SAN ANTONIO – Playing the point guard position her entire life, Ereauna Hardaway has always had to be the ultimate communicator. It’s a role in which she has thrived.
But her ability to communicate has not been as easy for Hardaway as many may believe. Throughout her countless successes on the basketball court over the course of a highly decorated athletic career, Hardaway has had to overcome a significant obstacle.
Born with full aural capabilities, Hardaway lost most of her hearing when she was in the first grade, for reasons doctors have never fully been able to identify.
“It’s been a big challenge,” Hardaway said. “Most people don’t know I can’t hear until I tell them and then they really recognize it.”
Hardaway, a 5-foot-8 native of Jonesboro, Ark., transferred to UTSA from North Texas in advance of the 2025-26 season to fill huge footsteps vacated by Nina De Leon Negron.

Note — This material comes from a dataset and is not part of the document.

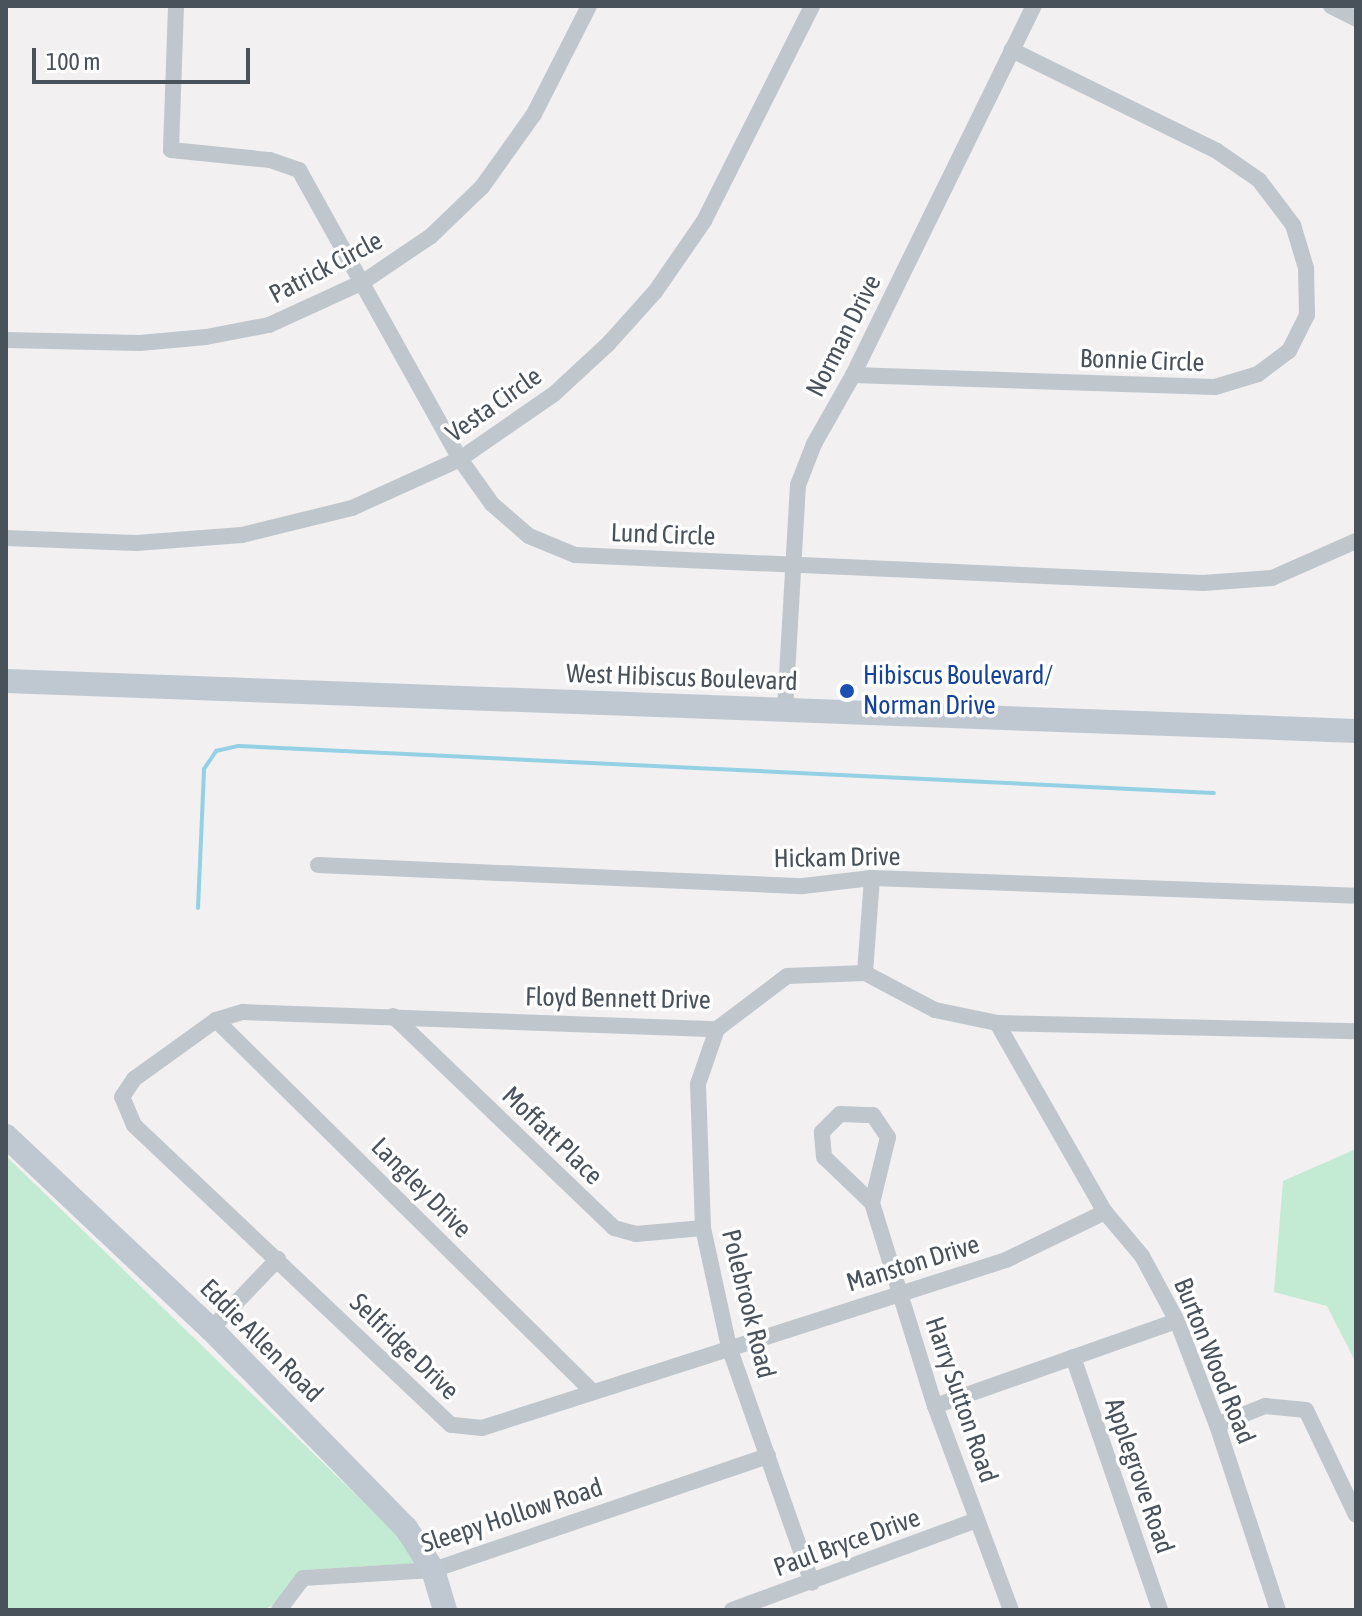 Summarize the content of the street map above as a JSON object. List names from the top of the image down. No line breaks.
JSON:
{"streets":{"street":["Patrick Circle","Norman Drive","Bonnie Circle","Vesta Circle","Lund Circle","West Hibiscus Boulevard","Hickam Drive","Floyd Bennett Drive","Moffatt Place","Langley Drive","Manston Drive","Polebrook Road","Eddie Allen Road","Selfridge Drive","Burton Wood Road","Harry Sutton Road","Applegrove Road","Sleepy Hollow Road","Paul Bryce Drive"]},"crossings":[["Patrick Circle","Lund Circle"],["Norman Drive","Bonnie Circle"],["Norman Drive","Lund Circle"],["Norman Drive","West Hibiscus Boulevard"],["Vesta Circle","Lund Circle"],["Floyd Bennett Drive","Moffatt Place"],["Floyd Bennett Drive","Langley Drive"],["Floyd Bennett Drive","Polebrook Road"],["Floyd Bennett Drive","Selfridge Drive"],["Moffatt Place","Polebrook Road"],["Langley Drive","Selfridge Drive"],["Manston Drive","Polebrook Road"],["Manston Drive","Selfridge Drive"],["Manston Drive","Burton Wood Road"],["Manston Drive","Harry Sutton Road"],["Polebrook Road","Selfridge Drive"],["Polebrook Road","Sleepy Hollow Road"],["Polebrook Road","Paul Bryce Drive"],["Eddie Allen Road","Sleepy Hollow Road"],["Harry Sutton Road","Paul Bryce Drive"]],"places":["Hibiscus Boulevard/ Norman Drive"],"scale_bar":"100 m"}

Hearing aids provide significant help to Hardaway, but they’re a tool that she hasn’t embraced until recently. Concerned that she would be ridiculed throughout her youth, Hardaway often opted not to wear the hearing aids, which her mother, Taneisha, allowed if Hardaway was performing well academically.

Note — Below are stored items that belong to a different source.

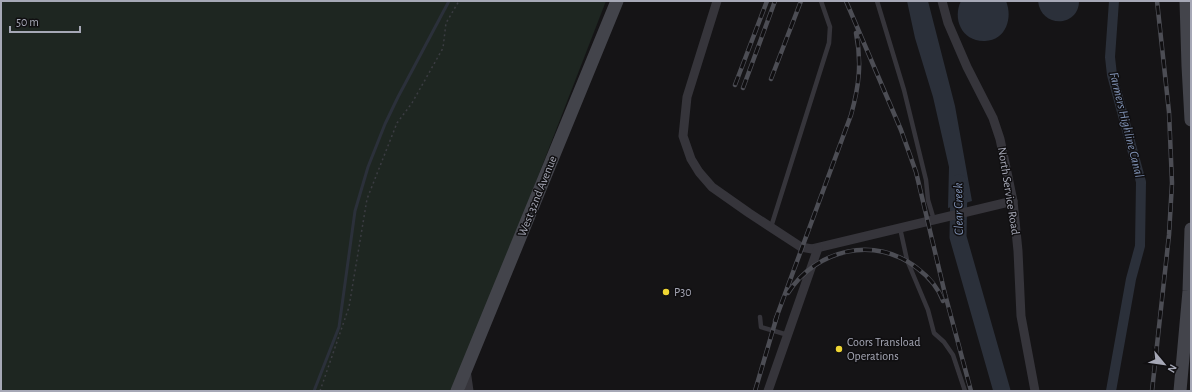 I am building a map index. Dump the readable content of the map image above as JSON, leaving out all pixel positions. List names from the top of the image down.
{
  "streets": {
    "street": ["North Service Road", "West 32nd Avenue"]
  },
  "water": ["Farmers Highline Canal", "Clear Creek"],
  "places": ["P30", "Coors Transload Operations"],
  "scale_bar": "50 m",
  "north": "bottom right"
} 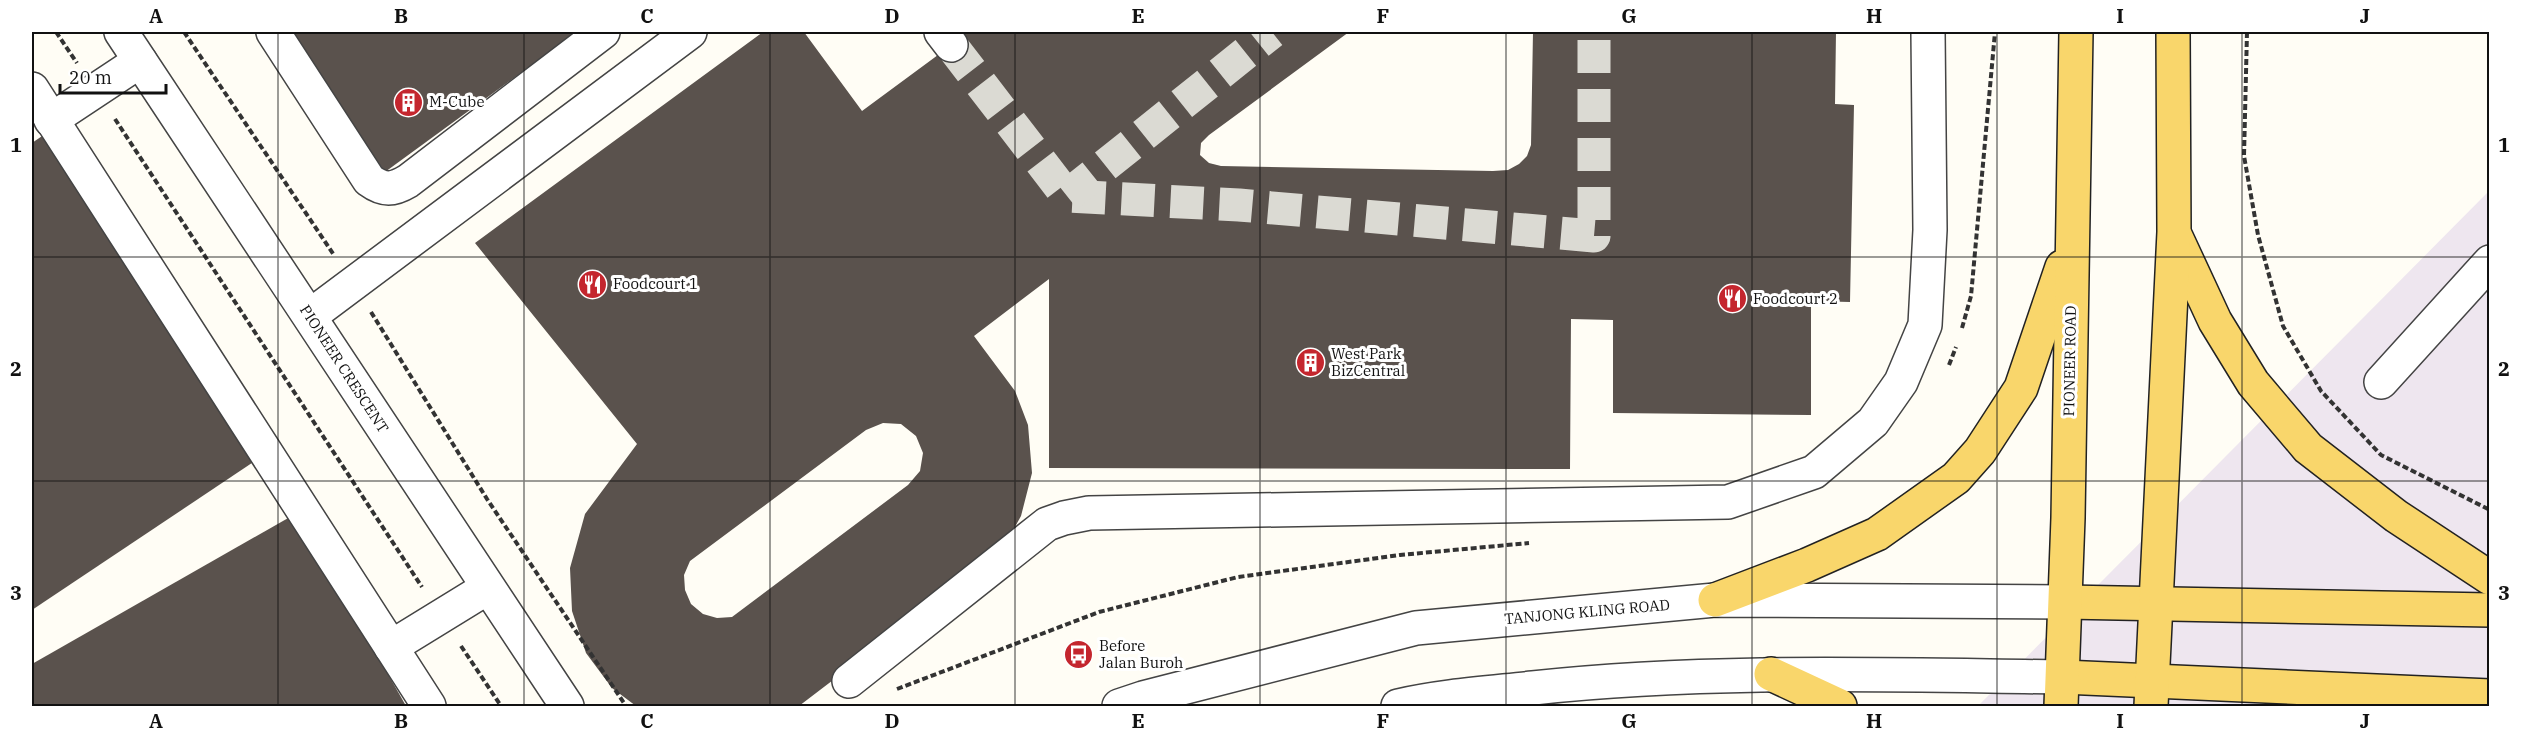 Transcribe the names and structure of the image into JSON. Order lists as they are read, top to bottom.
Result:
{
  "streets": {
    "main road": ["PIONEER ROAD"],
    "street": ["PIONEER CRESCENT", "TANJONG KLING ROAD"]
  },
  "crossings": [
    ["PIONEER ROAD", "TANJONG KLING ROAD"]
  ],
  "places": {
    "building": ["M-Cube", "West Park BizCentral"],
    "restaurant": ["Foodcourt 1", "Foodcourt 2"],
    "bus stop": ["Before Jalan Buroh"]
  },
  "scale_bar": "20 m",
  "grid": {
    "columns": [
      "A",
      "B",
      "C",
      "D",
      "E",
      "F",
      "G",
      "H",
      "I",
      "J"
    ],
    "rows": ["1", "2", "3"]
  }
}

“It was kind of a confidence thing for me when I was younger because you don’t see many kids wearing hearing aids,” Hardaway said. “I made it my mission to pass my classes so I didn’t have to wear them. School-wise, I’ve always been able to hear my teachers because I sit in the front of the class.”

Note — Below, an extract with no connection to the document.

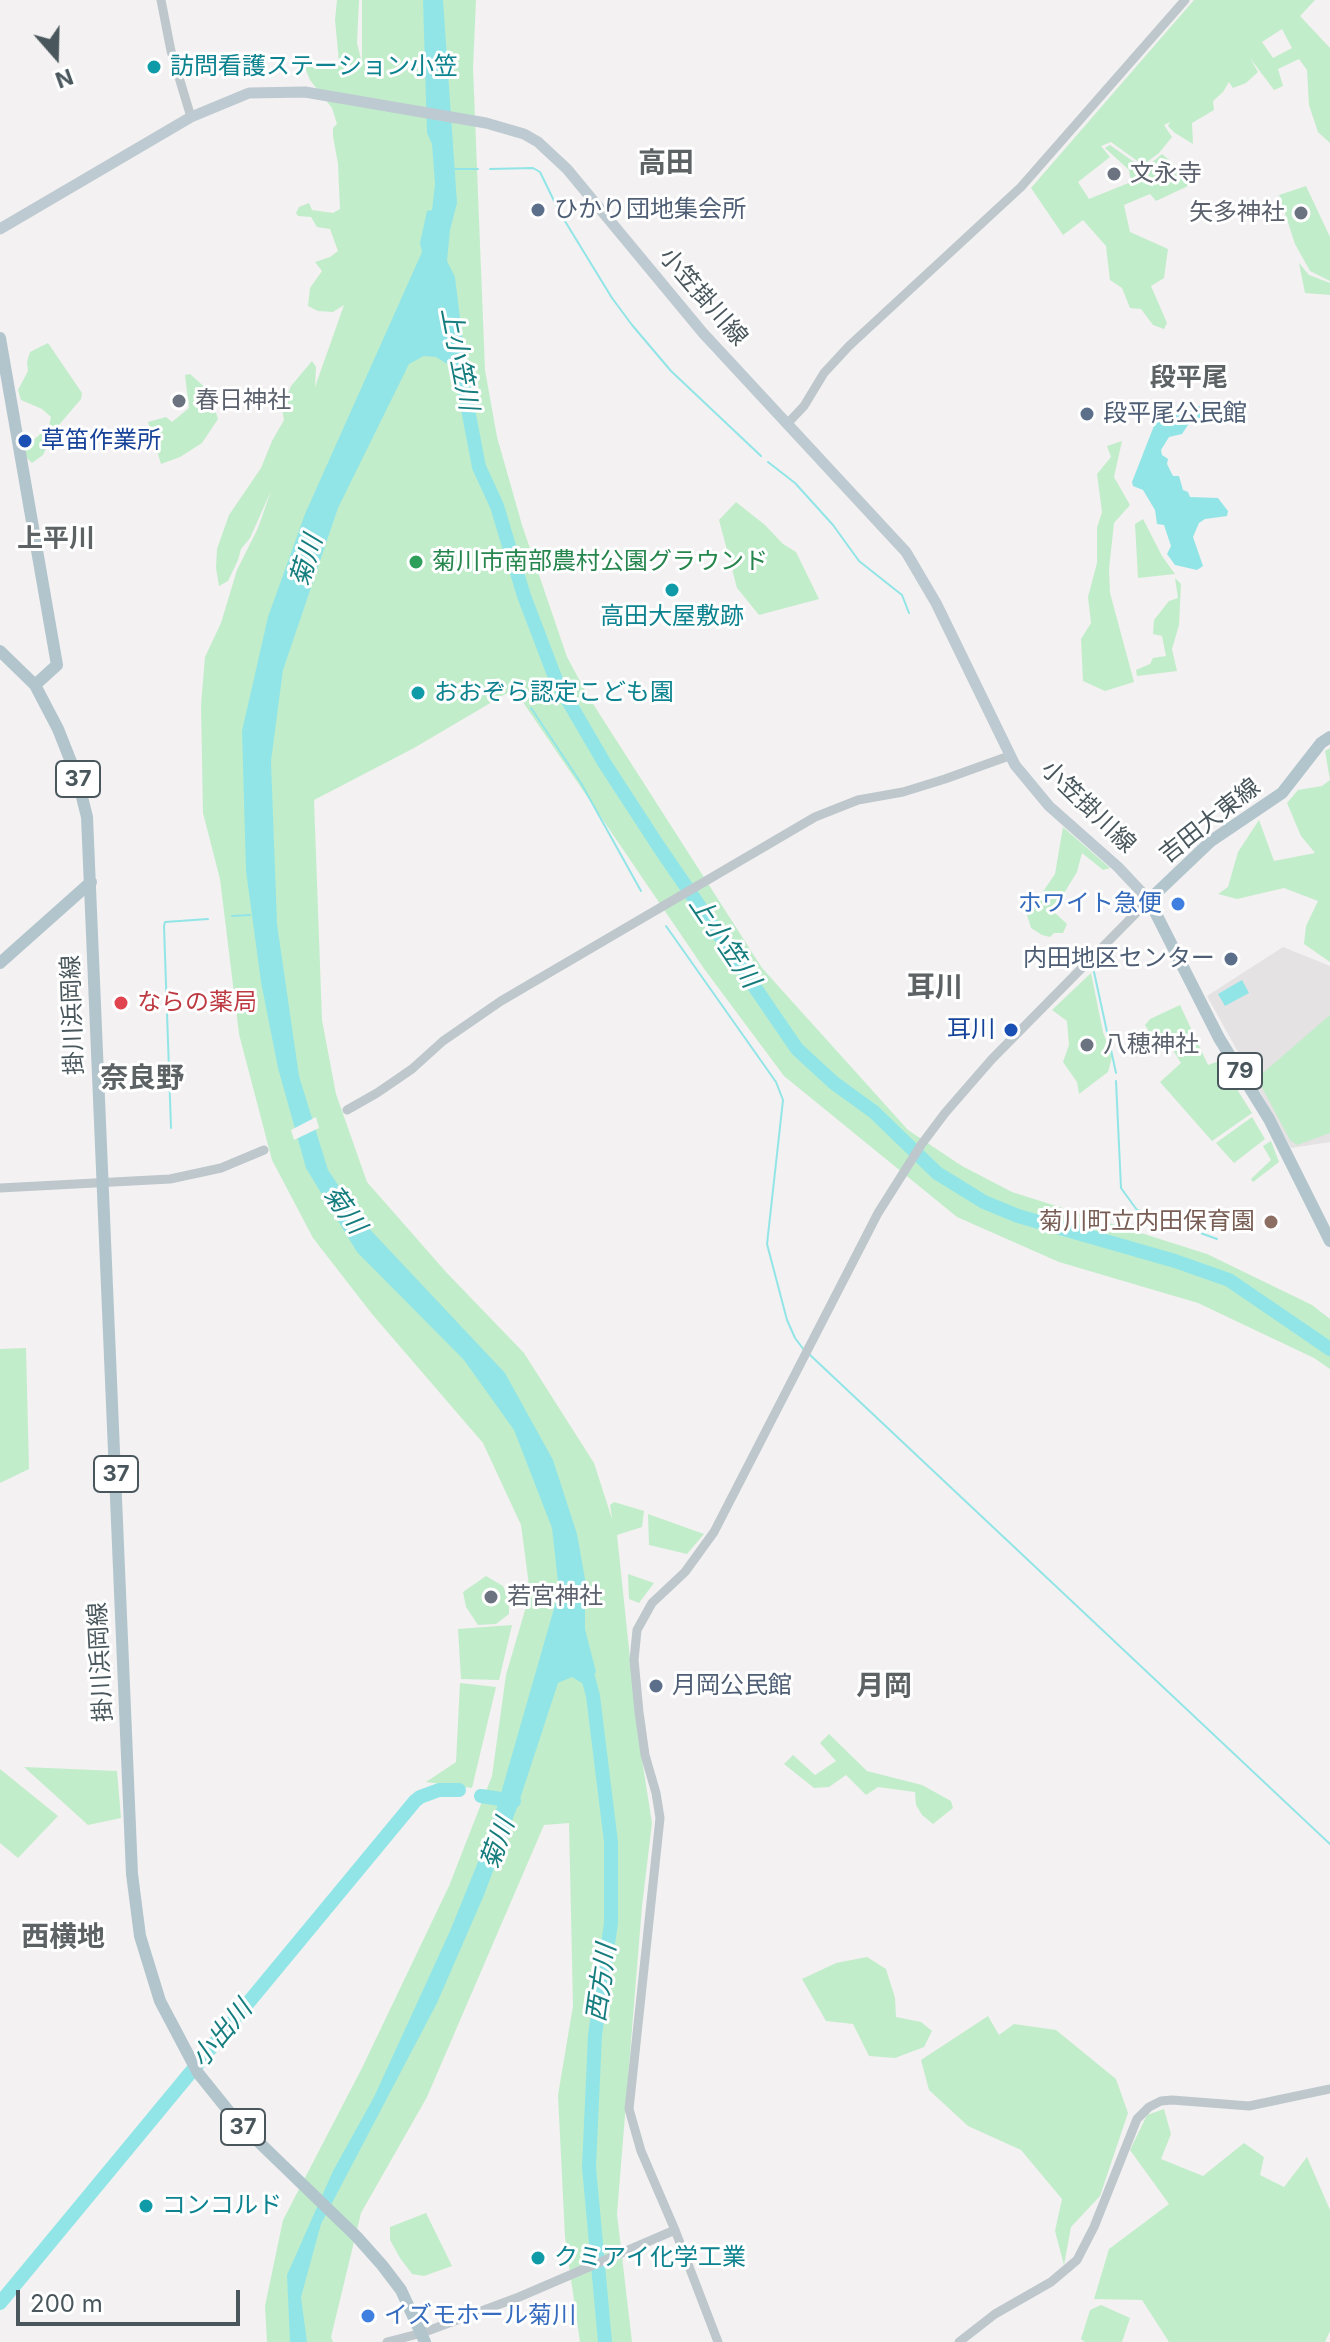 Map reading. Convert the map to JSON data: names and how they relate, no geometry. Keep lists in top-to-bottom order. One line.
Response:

Hardaway taught herself other ways to adjust to her hearing challenges.
“I read lips very well, so if you’re talking to me and I don’t hear you, but I’m looking at you, I’m probably reading your lips,” she said. “I think it just became a learned trait for me. You’ve got to find new ways to adapt when you can’t hear.”
In the fourth grade, Hardaway began playing basketball. The opportunity to be part of a team provided both a welcoming environment and a sense of normalcy.
“Basketball made me feel like I was normal,” she said. “I don’t like to say that because I still am normal, but it made me feel like I was just like everyone else and I could do everything they could do. I’ve been a born leader and I already knew what I could do in that role. My parents don’t make it hard for me, they tell me to embrace it. My mom tells me to use it as something to help others.”
Hardaway first began to understand her mother’s advice when she attended a PGC (Point Guard College) Camp growing up. For the first time, she met another basketball player with whom she could relate.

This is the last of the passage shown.